Find how many lines below mention "font". Nothing but the number is needed.

----

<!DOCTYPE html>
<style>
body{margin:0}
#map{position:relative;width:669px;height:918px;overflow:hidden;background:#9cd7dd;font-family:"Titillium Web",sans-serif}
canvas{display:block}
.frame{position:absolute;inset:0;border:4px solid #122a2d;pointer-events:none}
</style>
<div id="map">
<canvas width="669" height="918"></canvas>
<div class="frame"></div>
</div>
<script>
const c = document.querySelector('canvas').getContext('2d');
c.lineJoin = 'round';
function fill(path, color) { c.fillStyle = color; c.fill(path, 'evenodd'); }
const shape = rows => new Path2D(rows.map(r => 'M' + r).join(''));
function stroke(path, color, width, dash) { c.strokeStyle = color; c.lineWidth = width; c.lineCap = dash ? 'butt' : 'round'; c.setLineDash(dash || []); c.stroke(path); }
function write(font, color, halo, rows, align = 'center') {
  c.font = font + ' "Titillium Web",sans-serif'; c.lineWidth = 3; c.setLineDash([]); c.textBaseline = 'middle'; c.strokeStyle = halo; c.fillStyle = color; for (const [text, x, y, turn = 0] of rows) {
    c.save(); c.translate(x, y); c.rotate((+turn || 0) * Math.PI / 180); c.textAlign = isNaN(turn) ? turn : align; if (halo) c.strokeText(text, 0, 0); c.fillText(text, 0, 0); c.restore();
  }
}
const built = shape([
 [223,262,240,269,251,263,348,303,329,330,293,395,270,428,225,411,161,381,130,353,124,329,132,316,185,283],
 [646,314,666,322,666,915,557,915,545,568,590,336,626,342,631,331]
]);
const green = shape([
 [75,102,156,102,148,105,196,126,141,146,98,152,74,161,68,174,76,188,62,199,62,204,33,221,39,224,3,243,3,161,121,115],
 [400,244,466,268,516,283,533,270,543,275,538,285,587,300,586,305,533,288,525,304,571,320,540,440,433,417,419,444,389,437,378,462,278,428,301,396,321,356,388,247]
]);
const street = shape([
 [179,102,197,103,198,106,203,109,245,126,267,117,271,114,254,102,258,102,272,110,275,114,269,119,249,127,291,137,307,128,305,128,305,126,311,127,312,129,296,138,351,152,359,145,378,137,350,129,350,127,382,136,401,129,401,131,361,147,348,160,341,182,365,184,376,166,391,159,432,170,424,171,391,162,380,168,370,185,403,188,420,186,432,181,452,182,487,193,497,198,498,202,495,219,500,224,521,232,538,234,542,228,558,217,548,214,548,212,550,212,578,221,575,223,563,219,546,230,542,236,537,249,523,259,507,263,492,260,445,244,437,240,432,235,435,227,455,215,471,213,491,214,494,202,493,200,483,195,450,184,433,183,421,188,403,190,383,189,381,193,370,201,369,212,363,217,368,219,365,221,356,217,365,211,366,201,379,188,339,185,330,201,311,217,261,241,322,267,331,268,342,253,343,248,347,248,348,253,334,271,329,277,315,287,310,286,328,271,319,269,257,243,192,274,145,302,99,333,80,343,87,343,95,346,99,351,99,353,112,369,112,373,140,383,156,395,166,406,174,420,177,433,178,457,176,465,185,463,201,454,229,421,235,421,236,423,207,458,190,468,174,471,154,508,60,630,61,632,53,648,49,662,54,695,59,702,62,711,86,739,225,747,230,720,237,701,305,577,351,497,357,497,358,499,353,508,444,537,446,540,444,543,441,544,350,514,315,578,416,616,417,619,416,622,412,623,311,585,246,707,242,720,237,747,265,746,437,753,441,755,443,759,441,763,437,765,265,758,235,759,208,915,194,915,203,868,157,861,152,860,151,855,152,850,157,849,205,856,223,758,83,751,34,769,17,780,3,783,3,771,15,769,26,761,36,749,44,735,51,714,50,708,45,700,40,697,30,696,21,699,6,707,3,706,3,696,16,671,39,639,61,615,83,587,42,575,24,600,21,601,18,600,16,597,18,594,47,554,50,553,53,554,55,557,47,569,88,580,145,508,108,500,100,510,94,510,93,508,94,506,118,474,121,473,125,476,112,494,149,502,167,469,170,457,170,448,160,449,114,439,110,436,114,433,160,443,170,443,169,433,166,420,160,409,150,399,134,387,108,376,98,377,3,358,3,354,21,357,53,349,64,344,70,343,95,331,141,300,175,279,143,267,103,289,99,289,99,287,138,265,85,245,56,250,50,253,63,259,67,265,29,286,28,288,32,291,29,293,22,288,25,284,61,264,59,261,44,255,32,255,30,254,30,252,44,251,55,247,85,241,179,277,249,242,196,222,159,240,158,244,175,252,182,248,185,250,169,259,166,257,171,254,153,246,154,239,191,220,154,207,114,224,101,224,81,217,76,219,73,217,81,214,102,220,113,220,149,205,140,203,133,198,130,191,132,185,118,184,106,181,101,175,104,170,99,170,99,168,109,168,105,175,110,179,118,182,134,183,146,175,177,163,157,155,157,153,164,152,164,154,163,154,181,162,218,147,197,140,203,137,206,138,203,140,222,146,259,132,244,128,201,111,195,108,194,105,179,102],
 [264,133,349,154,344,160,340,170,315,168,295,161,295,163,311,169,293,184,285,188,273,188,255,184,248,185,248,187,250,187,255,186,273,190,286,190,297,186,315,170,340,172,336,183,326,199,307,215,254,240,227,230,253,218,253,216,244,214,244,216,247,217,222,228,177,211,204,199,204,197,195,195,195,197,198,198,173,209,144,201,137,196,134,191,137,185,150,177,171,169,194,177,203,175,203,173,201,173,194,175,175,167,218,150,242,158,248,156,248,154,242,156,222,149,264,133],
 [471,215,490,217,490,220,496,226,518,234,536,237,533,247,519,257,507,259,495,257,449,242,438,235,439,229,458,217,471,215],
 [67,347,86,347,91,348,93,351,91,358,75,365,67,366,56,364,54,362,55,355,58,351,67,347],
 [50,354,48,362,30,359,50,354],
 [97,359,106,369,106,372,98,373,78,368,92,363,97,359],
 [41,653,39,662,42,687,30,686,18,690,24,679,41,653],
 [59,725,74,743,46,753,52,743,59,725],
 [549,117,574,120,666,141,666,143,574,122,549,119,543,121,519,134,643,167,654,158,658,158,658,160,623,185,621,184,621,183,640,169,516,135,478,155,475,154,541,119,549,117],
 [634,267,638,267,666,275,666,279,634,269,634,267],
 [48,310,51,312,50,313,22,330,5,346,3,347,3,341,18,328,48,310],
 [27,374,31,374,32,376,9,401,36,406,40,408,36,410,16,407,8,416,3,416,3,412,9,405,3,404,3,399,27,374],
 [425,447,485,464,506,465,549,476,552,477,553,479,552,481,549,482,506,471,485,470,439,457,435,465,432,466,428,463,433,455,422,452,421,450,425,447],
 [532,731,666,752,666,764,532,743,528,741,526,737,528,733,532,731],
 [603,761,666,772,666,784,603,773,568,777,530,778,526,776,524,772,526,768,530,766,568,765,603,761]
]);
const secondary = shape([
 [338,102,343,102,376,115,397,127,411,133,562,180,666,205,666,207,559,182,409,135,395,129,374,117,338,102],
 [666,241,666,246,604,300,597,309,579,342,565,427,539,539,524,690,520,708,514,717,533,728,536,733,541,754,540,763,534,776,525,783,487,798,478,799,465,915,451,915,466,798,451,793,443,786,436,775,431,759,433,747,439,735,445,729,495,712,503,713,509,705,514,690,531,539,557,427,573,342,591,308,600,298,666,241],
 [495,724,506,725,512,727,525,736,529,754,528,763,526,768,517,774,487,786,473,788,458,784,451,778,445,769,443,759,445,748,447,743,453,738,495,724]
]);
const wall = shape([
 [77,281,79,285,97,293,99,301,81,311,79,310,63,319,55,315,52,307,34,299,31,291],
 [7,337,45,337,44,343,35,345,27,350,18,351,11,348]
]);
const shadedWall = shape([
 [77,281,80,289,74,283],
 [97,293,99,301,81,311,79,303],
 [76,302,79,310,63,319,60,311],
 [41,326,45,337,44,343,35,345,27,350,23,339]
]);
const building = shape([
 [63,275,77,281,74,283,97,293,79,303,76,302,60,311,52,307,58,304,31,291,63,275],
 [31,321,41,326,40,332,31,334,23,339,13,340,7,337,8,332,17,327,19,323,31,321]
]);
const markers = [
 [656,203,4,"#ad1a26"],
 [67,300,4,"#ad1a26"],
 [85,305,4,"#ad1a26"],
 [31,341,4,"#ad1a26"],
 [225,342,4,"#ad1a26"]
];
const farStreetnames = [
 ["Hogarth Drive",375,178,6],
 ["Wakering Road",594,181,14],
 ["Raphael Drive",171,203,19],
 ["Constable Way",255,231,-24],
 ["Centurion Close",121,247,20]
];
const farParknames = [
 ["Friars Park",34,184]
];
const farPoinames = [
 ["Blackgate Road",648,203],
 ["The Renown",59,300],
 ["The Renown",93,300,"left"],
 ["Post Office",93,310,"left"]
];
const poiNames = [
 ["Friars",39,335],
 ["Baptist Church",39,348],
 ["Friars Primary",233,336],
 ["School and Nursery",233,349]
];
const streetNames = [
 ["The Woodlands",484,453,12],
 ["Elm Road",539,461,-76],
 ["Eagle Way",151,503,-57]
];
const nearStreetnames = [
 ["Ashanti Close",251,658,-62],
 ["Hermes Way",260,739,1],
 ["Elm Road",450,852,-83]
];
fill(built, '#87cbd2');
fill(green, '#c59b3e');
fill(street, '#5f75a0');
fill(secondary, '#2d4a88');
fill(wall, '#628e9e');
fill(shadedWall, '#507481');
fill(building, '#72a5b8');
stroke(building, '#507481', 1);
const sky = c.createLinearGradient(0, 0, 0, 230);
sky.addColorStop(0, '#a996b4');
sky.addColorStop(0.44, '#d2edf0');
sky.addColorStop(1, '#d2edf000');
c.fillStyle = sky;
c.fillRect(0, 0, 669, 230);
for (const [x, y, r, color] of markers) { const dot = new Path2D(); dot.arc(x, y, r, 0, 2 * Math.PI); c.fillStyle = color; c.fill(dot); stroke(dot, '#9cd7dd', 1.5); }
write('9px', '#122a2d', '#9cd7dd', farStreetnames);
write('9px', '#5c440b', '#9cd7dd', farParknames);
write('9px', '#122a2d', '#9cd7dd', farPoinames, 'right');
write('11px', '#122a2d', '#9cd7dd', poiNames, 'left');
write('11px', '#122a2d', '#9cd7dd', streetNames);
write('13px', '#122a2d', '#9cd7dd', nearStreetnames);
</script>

----

■ **RESULT**
3